WHAT TO DO:
Return all lines of the records that contain the word "stream".

::: GIVEN DATA :::

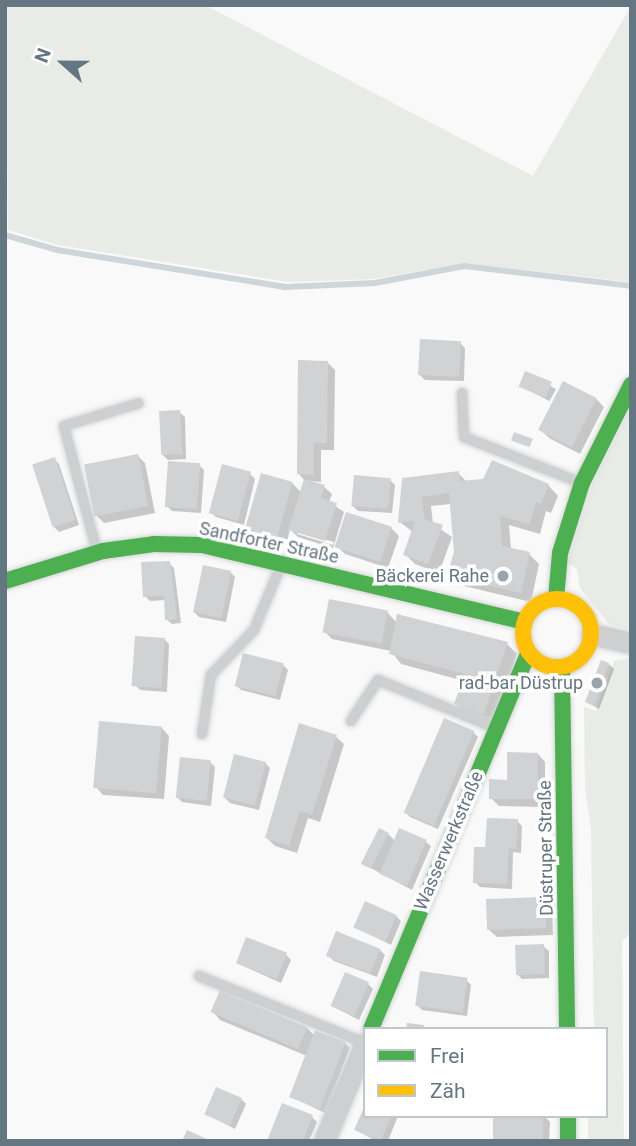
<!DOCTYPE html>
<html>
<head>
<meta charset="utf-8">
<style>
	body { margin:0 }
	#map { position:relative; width:636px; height:1146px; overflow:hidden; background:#f9f9f9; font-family:Roboto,sans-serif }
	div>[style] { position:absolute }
	.green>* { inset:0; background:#e8ebe6 }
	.shadow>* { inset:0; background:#0003; transform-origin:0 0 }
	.stream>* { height:6px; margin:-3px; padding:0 3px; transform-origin:3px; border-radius:3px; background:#ced6d9 }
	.building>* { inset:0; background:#d0d2d3; transform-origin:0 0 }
	.roads { filter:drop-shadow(0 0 2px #d5d6d7) drop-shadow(0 0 2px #d5d6d7) }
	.lane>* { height:10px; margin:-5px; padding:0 5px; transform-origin:5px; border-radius:5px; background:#cecfd0 }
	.street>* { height:21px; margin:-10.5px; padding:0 10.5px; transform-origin:10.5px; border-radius:10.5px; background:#cecfd0 }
	.fast>* { height:16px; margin:-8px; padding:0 8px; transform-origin:8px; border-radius:8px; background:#4caf50 }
	.slow>* { height:16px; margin:-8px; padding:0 8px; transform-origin:8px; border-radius:8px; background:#ffc107 }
	.slow>.ring { margin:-8px; padding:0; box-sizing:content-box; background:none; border:16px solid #ffc107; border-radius:50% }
	.dots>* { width:19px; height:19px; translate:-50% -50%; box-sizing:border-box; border:4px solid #fff; border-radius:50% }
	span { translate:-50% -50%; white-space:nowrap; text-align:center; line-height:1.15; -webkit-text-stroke:7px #fff; paint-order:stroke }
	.street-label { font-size:18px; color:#657683 }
	.poi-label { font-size:18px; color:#657683 }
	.right { translate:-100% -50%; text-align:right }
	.frame { position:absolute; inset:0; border:7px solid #657683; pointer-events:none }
	.legend { position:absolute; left:363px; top:1027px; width:245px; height:91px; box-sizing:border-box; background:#fff; border:2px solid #c1c8cd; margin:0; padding:9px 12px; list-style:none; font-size:21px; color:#657683 }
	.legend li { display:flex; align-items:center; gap:14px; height:35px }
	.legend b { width:35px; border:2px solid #c1c8cd }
	.north { position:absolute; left:28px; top:28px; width:70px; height:70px; -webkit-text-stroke:5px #fff; paint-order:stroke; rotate:291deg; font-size:19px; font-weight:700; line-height:28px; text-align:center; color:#657683 }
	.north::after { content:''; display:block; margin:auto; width:24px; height:32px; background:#657683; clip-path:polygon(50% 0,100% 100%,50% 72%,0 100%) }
</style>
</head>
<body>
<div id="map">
	<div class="green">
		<i style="clip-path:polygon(5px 5px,205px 5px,533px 176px,631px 6px,631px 282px,464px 263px,375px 279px,288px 282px,58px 245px,8px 230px)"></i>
		<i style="clip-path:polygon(631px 408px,631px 630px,609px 624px,580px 588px,577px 569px,568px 563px,592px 486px)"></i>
		<i style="clip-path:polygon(631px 658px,631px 932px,622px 942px,624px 1141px,588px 1141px,588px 1116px,606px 1116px,606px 1029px,594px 1029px,591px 828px,585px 791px,584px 707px,596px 711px,614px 661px)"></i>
	</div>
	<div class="shadow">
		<i style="clip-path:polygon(460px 343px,465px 348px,464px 381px,425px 380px,420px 375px)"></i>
		<i style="clip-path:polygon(evenodd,327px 362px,335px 370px,334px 450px,321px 450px,321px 482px,310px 481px,324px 487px,332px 494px,329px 502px,344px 512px,333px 548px,298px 537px,290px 529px,286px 546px,255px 538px,248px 530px,292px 483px,302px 493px,305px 481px,298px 473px,327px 362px,297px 531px,334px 542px,333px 545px,297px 534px,297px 531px)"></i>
		<i style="left:526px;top:373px;width:34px;height:14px;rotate:28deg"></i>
		<i style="clip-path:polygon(596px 399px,604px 407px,580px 454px,549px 438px,541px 430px)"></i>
		<i style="clip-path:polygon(179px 412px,185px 417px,186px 459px,168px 460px,163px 455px)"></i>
		<i style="clip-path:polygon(138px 456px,145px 463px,155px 513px,104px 523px,96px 515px)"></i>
		<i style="clip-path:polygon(54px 459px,59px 464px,79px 525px,59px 532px,54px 527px)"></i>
		<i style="clip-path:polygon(199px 465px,204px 470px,201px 513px,172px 511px,167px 506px)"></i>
		<i style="clip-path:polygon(458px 473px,467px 482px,548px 485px,558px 496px,551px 513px,546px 511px,540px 534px,509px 525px,511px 549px,529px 554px,539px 564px,531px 602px,460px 585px,449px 575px,456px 552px,451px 504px,431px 506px,433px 524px,452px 537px,439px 573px,415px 564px,405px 554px,413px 532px,400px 522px,404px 480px)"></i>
		<i style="clip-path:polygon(250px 474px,255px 479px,244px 525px,216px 517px,211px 512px)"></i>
		<i style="clip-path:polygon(390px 480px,395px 485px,392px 513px,358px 511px,353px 506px)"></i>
		<i style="clip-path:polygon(391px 528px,399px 536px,388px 568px,345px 554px,337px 546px)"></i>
		<i style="clip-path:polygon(169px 563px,174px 568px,181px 623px,172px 624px,166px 619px,166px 600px,150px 601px,145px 596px)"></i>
		<i style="clip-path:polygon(230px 572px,235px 577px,226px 622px,199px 617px,194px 612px)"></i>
		<i style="clip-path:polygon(387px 612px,397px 623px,507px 644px,517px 654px,494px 723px,467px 714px,456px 704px,464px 681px,401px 664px,391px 651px,332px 639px,324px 631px)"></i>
		<i style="clip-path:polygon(164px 639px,169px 644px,167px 692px,140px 690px,135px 685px)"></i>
		<i style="clip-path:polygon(609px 664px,614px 669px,599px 709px,587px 702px)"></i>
		<i style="clip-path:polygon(283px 665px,288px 670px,280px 700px,241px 690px,236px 685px)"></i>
		<i style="clip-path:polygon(162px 728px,169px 736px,164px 799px,103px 795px,96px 787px)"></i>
		<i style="clip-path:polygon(473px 732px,478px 737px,438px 829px,410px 817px,405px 812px)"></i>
		<i style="clip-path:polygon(336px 737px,344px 744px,320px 822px,308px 818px,297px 853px,275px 846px,267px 838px)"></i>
		<i style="clip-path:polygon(538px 754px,545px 762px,545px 807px,499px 806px,491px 798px)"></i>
		<i style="clip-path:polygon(210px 762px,215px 767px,211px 806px,182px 802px,177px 797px)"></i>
		<i style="clip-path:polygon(265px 763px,270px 768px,259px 810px,230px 803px,225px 798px)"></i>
		<i style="clip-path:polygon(517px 821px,522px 826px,521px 853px,513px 852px,512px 889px,480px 887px,475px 882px,487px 849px)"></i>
		<i style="clip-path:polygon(388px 834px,395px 841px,426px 842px,431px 846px,412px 890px,365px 865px)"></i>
		<i style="clip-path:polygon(544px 899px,552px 907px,553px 935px,497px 937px,489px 930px)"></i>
		<i style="clip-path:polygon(396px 916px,401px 921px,391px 945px,356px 927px)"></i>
		<i style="clip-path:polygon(543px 946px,549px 951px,549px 978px,522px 979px,517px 974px)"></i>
		<i style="clip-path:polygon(380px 950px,385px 955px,377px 977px,334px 961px,329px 956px)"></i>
		<i style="clip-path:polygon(286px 955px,291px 960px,281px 983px,237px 963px)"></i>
		<i style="clip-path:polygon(466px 980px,471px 985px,467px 1016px,422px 1010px,417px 1005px)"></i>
		<i style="clip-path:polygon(368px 984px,373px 989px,359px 1020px,332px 1006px)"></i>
		<i style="clip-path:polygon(213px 1012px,307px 1028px,315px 1036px,345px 1043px,350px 1048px,325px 1113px,292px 1097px,307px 1056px,220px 1020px)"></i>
		<i style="clip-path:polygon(241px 1099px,246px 1104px,235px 1129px,206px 1114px)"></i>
		<i style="clip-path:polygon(365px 1116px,398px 1116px,388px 1141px,376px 1141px,356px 1130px)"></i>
		<i style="clip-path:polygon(495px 1116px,544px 1116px,550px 1122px,549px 1141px,495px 1141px)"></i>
		<i style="clip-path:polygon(312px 1117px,317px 1122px,309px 1141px,270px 1141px)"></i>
	</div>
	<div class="stream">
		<i style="left:5px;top:235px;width:54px;rotate:16.1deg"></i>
		<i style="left:57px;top:250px;width:231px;rotate:9.2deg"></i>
		<i style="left:285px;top:287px;width:90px;rotate:-2.5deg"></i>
		<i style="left:375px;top:283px;width:91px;rotate:-10.8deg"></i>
		<i style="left:464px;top:266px;width:168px;rotate:6.8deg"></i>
	</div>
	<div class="building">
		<i style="left:420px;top:339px;width:41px;height:36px;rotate:3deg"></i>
		<i style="clip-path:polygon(298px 360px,328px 361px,327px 443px,314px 443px,314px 475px,297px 474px)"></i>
		<i style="left:525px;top:371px;width:29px;height:17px;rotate:22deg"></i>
		<i style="left:563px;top:381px;width:38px;height:55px;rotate:27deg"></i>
		<i style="left:180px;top:410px;width:44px;height:21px;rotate:87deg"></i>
		<i style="left:514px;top:432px;width:20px;height:9px;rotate:20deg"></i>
		<i style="left:138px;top:454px;width:53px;height:55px;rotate:79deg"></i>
		<i style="left:55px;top:457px;width:66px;height:24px;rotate:72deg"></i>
		<i style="clip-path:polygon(492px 460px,549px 484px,541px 504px,536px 502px,530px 524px,500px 516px,502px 546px,530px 552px,521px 593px,447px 576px,454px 552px,449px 493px,422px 497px,424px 519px,443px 525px,428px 564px,403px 555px,415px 521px,398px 523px,402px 478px,459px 471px,460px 481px,483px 479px)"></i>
		<i style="left:168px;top:461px;width:32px;height:46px;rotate:4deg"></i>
		<i style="left:222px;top:464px;width:30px;height:51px;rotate:15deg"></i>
		<i style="left:261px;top:473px;width:33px;height:60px;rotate:16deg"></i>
		<i style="left:354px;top:475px;width:37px;height:31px;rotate:5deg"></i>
		<i style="clip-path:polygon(304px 479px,325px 485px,321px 498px,337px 503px,325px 541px,288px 530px)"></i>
		<i style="left:346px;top:512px;width:48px;height:37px;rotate:18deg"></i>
		<i style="clip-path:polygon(170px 561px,177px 619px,165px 620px,164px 596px,143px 597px,141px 562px)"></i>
		<i style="left:203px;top:565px;width:29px;height:48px;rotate:12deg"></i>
		<i style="left:329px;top:599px;width:60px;height:34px;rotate:11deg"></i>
		<i style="clip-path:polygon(397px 614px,508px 642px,484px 714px,454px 704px,465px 674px,389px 654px)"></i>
		<i style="left:135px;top:636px;width:30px;height:50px;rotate:4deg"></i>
		<i style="left:243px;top:653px;width:42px;height:34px;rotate:14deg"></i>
		<i style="clip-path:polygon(601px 660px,609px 663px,594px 706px,585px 702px)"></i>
		<i style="left:444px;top:718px;width:33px;height:103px;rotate:23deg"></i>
		<i style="left:99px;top:721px;width:63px;height:67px;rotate:5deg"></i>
		<i style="clip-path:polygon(299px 723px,337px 735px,312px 815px,300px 811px,289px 846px,265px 838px)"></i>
		<i style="clip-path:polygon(507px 752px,538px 753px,538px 799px,489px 799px,489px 779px,507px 780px)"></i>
		<i style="left:234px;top:754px;width:33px;height:45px;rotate:14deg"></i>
		<i style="left:180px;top:757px;width:31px;height:41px;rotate:6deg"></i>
		<i style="clip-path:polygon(487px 818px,518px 819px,516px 849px,509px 848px,507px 884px,473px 883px,474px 847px,485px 847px)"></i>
		<i style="left:379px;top:828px;width:11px;height:40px;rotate:27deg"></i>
		<i style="left:399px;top:828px;width:30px;height:50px;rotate:23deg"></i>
		<i style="left:545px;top:897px;width:31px;height:59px;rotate:88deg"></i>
		<i style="left:365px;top:901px;width:35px;height:29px;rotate:24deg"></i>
		<i style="left:336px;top:931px;width:48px;height:27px;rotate:22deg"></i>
		<i style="left:246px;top:937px;width:44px;height:28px;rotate:21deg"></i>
		<i style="left:544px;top:944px;width:30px;height:29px;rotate:88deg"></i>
		<i style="left:420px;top:971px;width:48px;height:35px;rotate:8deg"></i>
		<i style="left:345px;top:972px;width:26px;height:37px;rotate:23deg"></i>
		<i style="left:220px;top:990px;width:95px;height:24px;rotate:23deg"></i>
		<i style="clip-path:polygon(407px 1023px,424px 1025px,424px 1029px,406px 1029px)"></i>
		<i style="left:315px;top:1030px;width:33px;height:72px;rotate:21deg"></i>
		<i style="left:216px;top:1087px;width:28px;height:30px;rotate:23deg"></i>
		<i style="clip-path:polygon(282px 1103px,313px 1115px,303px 1141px,267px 1141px)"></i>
		<i style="clip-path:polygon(365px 1105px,365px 1116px,391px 1116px,381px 1141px,354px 1130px)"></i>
		<i style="left:493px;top:1116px;width:50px;height:23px"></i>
		<i style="clip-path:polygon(187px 1130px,211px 1141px,182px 1141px)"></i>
	</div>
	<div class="roads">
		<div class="lane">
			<i style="left:462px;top:393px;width:44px;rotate:87.4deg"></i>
			<i style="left:464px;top:437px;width:123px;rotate:21.4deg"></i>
			<i style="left:97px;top:552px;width:130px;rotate:-104.7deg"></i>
			<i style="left:64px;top:426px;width:78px;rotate:-17deg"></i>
			<i style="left:351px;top:721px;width:49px;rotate:-56.6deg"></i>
			<i style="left:378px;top:680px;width:125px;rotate:22.1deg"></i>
			<i style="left:202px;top:734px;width:60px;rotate:-81.3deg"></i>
			<i style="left:211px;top:675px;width:62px;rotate:-46.3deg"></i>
			<i style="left:254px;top:630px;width:70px;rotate:-67.4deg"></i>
			<i style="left:199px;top:976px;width:179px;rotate:22deg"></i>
		</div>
		<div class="street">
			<i style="left:591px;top:634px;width:41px;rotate:12.7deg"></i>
			<i style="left:324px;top:1141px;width:106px;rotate:-67.3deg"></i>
		</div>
		<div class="fast">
			<i style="left:5px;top:581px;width:102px;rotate:-17deg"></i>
			<i style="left:103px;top:551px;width:51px;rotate:-7.8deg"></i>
			<i style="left:154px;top:544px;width:48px;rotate:1.2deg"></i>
			<i style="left:202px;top:545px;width:331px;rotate:13.4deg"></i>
			<i style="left:556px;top:599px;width:46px;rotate:-85deg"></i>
			<i style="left:560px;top:553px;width:73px;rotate:-72.6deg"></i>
			<i style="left:582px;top:483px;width:110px;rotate:-63.4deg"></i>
			<i style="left:562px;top:668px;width:361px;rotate:89.2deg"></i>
			<i style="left:371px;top:1029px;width:407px;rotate:-67.3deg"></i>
			<i style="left:568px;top:1116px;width:25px;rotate:90deg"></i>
		</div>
		<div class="slow">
			<i class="ring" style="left:523px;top:599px;width:52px;height:52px"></i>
		</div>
	</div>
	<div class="dots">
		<i style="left:503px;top:576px;background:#99a4ac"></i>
		<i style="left:597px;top:683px;background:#99a4ac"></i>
	</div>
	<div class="street-label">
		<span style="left:269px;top:543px;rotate:12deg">Sandforter Straße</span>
		<span style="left:449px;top:841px;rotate:-67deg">Wasserwerkstraße</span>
		<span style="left:546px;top:848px;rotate:-91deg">Düstruper Straße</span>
	</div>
	<div class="poi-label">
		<span class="right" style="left:489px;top:576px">Bäckerei Rahe</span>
		<span class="right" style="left:583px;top:683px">rad-bar Düstrup</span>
	</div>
	<div class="frame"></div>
	<ul class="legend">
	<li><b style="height:9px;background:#4caf50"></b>Frei</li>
	<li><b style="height:9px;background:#ffc107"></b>Zäh</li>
	</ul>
	<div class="north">N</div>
</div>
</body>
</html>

:::

PROBLEM SOLUTION:
	.stream>* { height:6px; margin:-3px; padding:0 3px; transform-origin:3px; border-radius:3px; background:#ced6d9 }
	<div class="stream">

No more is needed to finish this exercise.